Economic uncertainty continues to fuel the strong demand for investment products that provide regular income to investors. Levi Folk looks at the various yield-paying investment strategies, the potential returns, the risks and where to find the best value opportunities

The search for yield continues to bedevil the average Canadian investor ever since he or she started fretting about deflation back in the early 2000s. That crash in equity prices and bond yields was a precursor to an even bigger boom and bust that has left bond yields at or near long-term absolute lows. What is an investor to do?

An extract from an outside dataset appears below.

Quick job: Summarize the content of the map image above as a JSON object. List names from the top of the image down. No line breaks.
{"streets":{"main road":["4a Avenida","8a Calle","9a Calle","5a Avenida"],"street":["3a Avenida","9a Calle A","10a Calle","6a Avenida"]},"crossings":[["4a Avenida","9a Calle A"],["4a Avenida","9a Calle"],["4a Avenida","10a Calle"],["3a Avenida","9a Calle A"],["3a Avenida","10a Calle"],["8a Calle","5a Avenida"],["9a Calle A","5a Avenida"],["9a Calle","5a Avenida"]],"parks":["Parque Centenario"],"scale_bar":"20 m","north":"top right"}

Some choose to focus on the real yield — that is the yield earned after inflation — and when you compare returns using that benchmark, which is the right thing to do, the cloud has a silver lining. In other words, even a miserly yield isn’t that bad when prices are low or — dare we say it — falling.

At the end of the day, some investors are accepting the pay cut in retirement income caused by falling interest rates. Teresa Black Hughes, CFP, CLU, R.F.P, FMA, CIM, a securities-licensed advisor in Vancouver, says it boils down to the values of her mostly-retired clientele of investors. “The older clients, the ones who have lived through the War,” says Black Hughes, “know what it is like to live with less; they have more control over their spending.”

Then there is the camp of investors who have decamped, so to speak, to higher yielding securities such as high-yield bonds, call option writing, or even emerging market debt. All of these securities share the allure of greater potential return under the promise of just a bit more risk. The pivotal question here is just how much more risk investors are taking and what the potential costs are.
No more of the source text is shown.